Below are the entries; give again exactly the lines from the one mentioning "context.fillText(text, 0, 0);" through the one mentioning "M2242,158L2245,218L2063,228L2061,195L2030,196L2028,170Z", inclusive.
══ Dataset ══
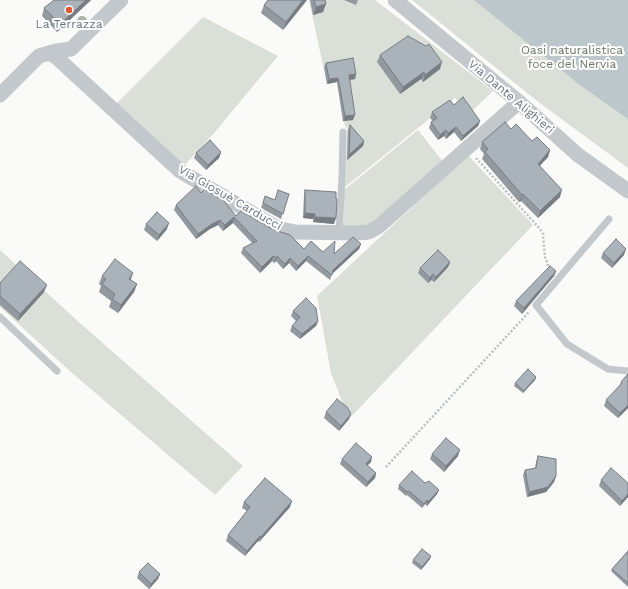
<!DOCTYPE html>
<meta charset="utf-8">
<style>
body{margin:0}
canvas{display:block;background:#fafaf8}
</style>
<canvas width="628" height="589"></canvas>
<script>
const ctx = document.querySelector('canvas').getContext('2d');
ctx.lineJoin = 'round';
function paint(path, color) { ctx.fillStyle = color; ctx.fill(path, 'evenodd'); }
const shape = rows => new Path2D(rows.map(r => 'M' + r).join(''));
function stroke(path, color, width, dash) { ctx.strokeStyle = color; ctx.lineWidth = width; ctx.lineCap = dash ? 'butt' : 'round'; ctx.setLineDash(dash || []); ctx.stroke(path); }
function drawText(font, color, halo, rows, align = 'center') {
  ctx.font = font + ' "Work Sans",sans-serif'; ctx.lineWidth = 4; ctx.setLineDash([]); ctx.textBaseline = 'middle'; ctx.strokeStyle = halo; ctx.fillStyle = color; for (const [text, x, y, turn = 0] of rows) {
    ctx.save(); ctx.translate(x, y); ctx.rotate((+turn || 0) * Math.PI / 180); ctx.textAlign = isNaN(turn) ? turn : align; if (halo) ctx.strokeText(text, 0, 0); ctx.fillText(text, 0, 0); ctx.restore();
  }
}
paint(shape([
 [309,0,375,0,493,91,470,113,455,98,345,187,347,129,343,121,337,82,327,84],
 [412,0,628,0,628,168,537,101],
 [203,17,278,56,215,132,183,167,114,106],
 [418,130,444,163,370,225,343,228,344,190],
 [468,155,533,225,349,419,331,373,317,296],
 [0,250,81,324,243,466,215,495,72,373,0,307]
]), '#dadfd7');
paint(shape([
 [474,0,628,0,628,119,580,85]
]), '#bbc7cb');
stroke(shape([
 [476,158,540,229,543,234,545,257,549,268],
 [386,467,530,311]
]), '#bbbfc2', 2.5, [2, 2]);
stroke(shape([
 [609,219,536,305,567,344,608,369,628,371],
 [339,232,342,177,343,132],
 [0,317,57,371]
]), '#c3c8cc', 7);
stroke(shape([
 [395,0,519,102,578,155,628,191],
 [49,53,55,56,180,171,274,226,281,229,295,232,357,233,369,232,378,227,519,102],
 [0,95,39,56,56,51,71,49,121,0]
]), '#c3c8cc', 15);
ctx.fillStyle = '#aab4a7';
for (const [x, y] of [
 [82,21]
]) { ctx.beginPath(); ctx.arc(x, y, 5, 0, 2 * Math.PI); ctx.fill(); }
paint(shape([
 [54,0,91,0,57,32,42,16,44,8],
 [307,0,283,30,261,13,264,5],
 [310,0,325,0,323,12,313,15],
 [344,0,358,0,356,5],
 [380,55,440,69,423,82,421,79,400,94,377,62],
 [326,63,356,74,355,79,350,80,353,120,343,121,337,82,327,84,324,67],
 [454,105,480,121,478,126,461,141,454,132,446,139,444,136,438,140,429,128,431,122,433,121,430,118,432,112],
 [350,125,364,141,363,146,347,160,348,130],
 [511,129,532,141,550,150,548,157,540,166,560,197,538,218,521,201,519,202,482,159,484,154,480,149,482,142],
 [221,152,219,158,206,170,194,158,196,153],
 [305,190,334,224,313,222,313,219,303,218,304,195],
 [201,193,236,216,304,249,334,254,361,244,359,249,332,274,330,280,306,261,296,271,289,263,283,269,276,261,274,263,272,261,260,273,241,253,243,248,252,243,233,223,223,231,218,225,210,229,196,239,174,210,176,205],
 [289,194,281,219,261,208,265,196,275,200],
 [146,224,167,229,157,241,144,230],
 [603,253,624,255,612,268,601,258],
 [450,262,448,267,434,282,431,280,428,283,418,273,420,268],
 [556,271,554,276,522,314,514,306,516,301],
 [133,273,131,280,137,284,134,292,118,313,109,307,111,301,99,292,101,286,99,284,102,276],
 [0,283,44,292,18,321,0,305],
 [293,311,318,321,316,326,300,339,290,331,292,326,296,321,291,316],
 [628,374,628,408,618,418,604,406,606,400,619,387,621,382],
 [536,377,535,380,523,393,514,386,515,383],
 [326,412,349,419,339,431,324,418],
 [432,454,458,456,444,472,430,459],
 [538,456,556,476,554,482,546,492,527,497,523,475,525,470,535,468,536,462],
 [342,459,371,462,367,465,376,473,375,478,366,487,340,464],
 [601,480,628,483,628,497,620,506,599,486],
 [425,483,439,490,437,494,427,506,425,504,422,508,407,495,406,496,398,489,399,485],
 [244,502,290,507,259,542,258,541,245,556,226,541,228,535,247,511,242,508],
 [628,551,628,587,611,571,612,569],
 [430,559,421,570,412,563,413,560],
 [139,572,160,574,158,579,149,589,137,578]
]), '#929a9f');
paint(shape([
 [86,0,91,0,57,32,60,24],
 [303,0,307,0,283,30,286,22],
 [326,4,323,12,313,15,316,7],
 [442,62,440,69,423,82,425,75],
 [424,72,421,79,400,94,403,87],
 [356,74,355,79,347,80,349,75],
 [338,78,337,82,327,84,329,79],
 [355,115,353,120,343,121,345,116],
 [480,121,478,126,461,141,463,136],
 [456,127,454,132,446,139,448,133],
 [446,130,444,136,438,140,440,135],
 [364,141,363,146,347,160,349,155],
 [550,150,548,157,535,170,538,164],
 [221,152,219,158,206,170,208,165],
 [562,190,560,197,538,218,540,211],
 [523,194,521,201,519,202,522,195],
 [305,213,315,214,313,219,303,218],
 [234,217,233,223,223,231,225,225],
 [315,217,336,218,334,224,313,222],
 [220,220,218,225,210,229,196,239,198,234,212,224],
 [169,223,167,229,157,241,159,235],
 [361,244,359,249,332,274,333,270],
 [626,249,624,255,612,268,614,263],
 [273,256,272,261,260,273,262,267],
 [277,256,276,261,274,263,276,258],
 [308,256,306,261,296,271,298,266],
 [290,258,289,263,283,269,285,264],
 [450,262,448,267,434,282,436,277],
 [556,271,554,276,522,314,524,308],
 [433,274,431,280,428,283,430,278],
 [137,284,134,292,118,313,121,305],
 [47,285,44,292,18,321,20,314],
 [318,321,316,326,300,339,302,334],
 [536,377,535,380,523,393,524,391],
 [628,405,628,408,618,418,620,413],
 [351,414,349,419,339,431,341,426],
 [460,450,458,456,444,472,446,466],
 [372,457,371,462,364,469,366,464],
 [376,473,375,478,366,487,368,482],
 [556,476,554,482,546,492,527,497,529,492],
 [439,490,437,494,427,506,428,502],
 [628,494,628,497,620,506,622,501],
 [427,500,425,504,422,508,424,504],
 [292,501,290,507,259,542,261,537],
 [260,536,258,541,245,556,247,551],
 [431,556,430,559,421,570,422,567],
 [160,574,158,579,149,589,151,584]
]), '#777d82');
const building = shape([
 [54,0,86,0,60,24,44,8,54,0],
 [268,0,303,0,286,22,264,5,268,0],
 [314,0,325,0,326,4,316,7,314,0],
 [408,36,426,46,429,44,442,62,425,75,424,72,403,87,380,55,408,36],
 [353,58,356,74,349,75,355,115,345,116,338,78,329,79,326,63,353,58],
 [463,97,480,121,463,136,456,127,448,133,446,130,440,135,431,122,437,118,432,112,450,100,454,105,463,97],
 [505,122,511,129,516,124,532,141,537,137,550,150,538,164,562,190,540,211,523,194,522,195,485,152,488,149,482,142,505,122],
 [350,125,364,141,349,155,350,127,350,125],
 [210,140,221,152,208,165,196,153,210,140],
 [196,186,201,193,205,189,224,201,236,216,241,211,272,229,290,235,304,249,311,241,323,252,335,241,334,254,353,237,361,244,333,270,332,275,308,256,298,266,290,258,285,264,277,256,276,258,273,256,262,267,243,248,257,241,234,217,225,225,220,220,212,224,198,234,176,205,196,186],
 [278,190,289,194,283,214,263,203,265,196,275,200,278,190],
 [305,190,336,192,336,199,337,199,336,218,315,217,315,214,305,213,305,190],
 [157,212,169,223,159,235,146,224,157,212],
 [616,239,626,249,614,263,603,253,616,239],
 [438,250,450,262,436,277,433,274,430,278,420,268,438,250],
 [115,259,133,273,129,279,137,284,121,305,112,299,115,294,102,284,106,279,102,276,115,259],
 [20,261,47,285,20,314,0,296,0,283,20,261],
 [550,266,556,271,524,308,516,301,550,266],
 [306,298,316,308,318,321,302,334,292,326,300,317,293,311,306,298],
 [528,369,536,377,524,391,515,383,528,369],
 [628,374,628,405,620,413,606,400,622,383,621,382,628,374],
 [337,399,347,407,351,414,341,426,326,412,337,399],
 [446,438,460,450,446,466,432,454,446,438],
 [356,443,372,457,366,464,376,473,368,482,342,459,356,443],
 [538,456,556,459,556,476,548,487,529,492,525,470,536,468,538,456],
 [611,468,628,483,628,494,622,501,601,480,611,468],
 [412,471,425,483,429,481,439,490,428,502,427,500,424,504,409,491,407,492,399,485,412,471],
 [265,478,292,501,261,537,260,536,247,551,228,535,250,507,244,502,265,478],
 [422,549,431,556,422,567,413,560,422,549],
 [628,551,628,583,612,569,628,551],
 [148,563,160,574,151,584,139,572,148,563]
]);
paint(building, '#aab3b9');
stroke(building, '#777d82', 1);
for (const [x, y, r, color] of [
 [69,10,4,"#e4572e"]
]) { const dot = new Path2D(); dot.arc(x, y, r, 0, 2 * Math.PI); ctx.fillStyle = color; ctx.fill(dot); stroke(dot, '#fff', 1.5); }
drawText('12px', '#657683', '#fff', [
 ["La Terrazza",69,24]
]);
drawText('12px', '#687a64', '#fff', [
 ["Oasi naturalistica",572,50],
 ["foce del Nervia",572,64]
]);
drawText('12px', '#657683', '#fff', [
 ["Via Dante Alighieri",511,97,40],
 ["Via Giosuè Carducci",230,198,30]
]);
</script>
═══
══ Dataset ══
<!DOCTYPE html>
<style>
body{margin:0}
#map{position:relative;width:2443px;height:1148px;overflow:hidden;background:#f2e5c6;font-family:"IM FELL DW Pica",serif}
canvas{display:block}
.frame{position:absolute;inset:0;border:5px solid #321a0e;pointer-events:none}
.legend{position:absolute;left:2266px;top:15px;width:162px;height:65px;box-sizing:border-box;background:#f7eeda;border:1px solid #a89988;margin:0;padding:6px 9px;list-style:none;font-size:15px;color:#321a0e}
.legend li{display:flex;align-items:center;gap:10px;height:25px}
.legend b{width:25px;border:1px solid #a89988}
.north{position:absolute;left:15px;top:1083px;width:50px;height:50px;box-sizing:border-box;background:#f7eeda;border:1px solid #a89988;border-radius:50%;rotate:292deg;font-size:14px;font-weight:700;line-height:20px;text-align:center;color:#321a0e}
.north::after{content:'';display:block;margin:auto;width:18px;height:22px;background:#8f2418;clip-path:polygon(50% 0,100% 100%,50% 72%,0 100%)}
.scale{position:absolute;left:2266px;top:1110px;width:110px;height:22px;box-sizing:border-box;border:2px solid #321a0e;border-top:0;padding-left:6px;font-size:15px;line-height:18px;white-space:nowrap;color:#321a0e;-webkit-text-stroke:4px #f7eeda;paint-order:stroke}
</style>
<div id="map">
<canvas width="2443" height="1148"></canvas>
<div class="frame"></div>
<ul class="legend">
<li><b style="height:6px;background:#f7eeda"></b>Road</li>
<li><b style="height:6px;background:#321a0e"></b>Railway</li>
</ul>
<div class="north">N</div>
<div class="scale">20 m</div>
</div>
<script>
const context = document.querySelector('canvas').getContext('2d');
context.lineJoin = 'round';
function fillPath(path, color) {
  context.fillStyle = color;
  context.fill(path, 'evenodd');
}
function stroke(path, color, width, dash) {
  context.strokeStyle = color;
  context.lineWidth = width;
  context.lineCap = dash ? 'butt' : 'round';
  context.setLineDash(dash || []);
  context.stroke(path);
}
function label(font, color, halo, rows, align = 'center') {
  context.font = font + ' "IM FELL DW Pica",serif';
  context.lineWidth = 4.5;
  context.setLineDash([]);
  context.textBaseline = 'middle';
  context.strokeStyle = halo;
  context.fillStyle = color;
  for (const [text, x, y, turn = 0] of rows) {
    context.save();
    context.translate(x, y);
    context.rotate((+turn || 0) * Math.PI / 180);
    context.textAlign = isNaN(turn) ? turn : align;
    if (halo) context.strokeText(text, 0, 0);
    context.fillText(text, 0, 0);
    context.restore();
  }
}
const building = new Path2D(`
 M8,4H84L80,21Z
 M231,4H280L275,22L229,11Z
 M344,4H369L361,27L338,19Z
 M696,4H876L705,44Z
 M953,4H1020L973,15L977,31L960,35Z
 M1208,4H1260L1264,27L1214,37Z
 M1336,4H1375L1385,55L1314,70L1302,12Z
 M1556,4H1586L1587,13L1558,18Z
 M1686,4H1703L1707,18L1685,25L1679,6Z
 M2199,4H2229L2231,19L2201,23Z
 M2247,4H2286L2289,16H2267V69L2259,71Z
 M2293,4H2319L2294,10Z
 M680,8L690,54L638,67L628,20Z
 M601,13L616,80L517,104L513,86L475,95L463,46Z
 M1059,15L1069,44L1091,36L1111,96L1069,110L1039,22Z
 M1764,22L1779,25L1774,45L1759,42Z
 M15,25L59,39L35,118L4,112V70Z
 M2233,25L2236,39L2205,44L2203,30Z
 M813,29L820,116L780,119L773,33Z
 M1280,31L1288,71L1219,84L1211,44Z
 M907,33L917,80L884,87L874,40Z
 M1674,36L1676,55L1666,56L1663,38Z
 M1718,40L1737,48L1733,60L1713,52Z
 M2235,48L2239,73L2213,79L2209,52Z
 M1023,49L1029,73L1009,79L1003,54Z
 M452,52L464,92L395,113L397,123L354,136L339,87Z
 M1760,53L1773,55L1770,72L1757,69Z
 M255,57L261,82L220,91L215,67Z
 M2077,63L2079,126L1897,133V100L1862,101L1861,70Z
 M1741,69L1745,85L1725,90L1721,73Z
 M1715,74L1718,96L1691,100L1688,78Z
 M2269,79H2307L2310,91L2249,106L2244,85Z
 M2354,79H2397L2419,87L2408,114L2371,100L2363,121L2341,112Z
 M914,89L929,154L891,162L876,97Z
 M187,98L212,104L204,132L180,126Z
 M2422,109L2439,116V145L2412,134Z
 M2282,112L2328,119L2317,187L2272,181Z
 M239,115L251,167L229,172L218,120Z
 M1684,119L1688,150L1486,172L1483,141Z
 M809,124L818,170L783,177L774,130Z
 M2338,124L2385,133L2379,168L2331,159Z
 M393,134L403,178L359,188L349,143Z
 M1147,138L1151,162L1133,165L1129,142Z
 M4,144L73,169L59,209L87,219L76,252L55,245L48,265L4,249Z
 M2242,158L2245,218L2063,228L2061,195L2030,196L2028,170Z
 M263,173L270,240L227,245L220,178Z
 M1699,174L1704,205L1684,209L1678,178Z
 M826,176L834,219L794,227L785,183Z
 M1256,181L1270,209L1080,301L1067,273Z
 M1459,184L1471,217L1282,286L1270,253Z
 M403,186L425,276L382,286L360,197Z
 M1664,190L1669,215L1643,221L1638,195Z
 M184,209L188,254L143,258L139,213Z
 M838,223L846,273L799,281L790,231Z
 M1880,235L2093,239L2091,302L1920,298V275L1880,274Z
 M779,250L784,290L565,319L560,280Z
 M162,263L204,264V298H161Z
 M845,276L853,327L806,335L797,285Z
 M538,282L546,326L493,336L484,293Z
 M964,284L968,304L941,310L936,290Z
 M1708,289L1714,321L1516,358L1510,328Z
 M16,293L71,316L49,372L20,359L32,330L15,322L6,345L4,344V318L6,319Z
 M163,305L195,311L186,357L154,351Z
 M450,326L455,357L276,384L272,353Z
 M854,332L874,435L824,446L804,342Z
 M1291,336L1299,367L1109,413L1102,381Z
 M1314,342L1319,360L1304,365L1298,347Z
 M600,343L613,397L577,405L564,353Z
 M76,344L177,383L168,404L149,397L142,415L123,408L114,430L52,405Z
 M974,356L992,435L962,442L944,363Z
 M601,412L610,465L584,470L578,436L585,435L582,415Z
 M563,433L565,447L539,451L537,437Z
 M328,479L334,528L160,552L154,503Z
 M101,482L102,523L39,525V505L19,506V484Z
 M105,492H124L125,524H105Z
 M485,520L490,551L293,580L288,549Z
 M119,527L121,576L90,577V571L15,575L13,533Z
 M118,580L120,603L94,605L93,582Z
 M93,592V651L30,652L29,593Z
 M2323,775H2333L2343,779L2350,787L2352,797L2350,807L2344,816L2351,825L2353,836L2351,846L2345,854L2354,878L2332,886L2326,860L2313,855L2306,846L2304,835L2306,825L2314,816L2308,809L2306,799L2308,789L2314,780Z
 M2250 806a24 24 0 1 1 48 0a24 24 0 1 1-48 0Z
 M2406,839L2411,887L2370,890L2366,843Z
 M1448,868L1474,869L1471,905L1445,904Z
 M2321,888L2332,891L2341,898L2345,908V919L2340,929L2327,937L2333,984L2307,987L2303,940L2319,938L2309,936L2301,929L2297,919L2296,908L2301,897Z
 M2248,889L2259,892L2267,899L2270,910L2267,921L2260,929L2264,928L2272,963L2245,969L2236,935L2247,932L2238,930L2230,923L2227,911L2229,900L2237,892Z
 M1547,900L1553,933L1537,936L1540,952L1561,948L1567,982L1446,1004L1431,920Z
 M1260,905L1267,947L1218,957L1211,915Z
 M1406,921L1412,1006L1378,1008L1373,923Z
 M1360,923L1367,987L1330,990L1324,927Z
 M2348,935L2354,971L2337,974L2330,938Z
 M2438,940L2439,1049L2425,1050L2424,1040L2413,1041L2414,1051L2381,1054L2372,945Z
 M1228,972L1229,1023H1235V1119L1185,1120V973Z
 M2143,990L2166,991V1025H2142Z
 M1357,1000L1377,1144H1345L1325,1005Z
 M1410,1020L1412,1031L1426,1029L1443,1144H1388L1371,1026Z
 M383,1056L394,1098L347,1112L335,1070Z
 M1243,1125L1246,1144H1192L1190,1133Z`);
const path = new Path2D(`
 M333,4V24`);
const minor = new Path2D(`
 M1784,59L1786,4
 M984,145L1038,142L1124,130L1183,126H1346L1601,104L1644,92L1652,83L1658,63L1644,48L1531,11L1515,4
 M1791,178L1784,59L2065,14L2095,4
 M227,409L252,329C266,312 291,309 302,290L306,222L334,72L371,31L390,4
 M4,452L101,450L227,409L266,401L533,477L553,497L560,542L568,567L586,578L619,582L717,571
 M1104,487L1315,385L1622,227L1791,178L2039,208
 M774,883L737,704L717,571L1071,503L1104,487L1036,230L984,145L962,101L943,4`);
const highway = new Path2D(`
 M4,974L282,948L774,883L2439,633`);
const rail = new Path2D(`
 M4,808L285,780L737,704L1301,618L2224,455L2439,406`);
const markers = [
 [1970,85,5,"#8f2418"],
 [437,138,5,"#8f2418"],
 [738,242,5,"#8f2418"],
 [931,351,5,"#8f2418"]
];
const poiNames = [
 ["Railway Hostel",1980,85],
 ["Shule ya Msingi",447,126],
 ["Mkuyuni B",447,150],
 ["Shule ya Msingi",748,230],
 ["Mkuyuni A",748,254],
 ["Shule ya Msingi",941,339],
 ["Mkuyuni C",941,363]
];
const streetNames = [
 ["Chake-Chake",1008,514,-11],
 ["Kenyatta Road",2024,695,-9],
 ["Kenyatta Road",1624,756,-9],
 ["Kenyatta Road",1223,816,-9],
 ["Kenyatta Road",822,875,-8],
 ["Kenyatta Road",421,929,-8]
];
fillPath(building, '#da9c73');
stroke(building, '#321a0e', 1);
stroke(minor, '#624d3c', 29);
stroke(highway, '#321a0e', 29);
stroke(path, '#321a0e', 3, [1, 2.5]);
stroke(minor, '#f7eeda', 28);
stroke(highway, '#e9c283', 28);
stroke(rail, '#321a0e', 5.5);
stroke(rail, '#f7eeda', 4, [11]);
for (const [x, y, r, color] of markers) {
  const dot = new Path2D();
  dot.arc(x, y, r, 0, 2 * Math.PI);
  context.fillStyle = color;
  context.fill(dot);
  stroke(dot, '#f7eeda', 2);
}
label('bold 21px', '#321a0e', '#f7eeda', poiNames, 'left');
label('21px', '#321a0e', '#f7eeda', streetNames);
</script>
═══
[Answer box]
    context.fillText(text, 0, 0);
    context.restore();
  }
}
const building = new Path2D(`
 M8,4H84L80,21Z
 M231,4H280L275,22L229,11Z
 M344,4H369L361,27L338,19Z
 M696,4H876L705,44Z
 M953,4H1020L973,15L977,31L960,35Z
 M1208,4H1260L1264,27L1214,37Z
 M1336,4H1375L1385,55L1314,70L1302,12Z
 M1556,4H1586L1587,13L1558,18Z
 M1686,4H1703L1707,18L1685,25L1679,6Z
 M2199,4H2229L2231,19L2201,23Z
 M2247,4H2286L2289,16H2267V69L2259,71Z
 M2293,4H2319L2294,10Z
 M680,8L690,54L638,67L628,20Z
 M601,13L616,80L517,104L513,86L475,95L463,46Z
 M1059,15L1069,44L1091,36L1111,96L1069,110L1039,22Z
 M1764,22L1779,25L1774,45L1759,42Z
 M15,25L59,39L35,118L4,112V70Z
 M2233,25L2236,39L2205,44L2203,30Z
 M813,29L820,116L780,119L773,33Z
 M1280,31L1288,71L1219,84L1211,44Z
 M907,33L917,80L884,87L874,40Z
 M1674,36L1676,55L1666,56L1663,38Z
 M1718,40L1737,48L1733,60L1713,52Z
 M2235,48L2239,73L2213,79L2209,52Z
 M1023,49L1029,73L1009,79L1003,54Z
 M452,52L464,92L395,113L397,123L354,136L339,87Z
 M1760,53L1773,55L1770,72L1757,69Z
 M255,57L261,82L220,91L215,67Z
 M2077,63L2079,126L1897,133V100L1862,101L1861,70Z
 M1741,69L1745,85L1725,90L1721,73Z
 M1715,74L1718,96L1691,100L1688,78Z
 M2269,79H2307L2310,91L2249,106L2244,85Z
 M2354,79H2397L2419,87L2408,114L2371,100L2363,121L2341,112Z
 M914,89L929,154L891,162L876,97Z
 M187,98L212,104L204,132L180,126Z
 M2422,109L2439,116V145L2412,134Z
 M2282,112L2328,119L2317,187L2272,181Z
 M239,115L251,167L229,172L218,120Z
 M1684,119L1688,150L1486,172L1483,141Z
 M809,124L818,170L783,177L774,130Z
 M2338,124L2385,133L2379,168L2331,159Z
 M393,134L403,178L359,188L349,143Z
 M1147,138L1151,162L1133,165L1129,142Z
 M4,144L73,169L59,209L87,219L76,252L55,245L48,265L4,249Z
 M2242,158L2245,218L2063,228L2061,195L2030,196L2028,170Z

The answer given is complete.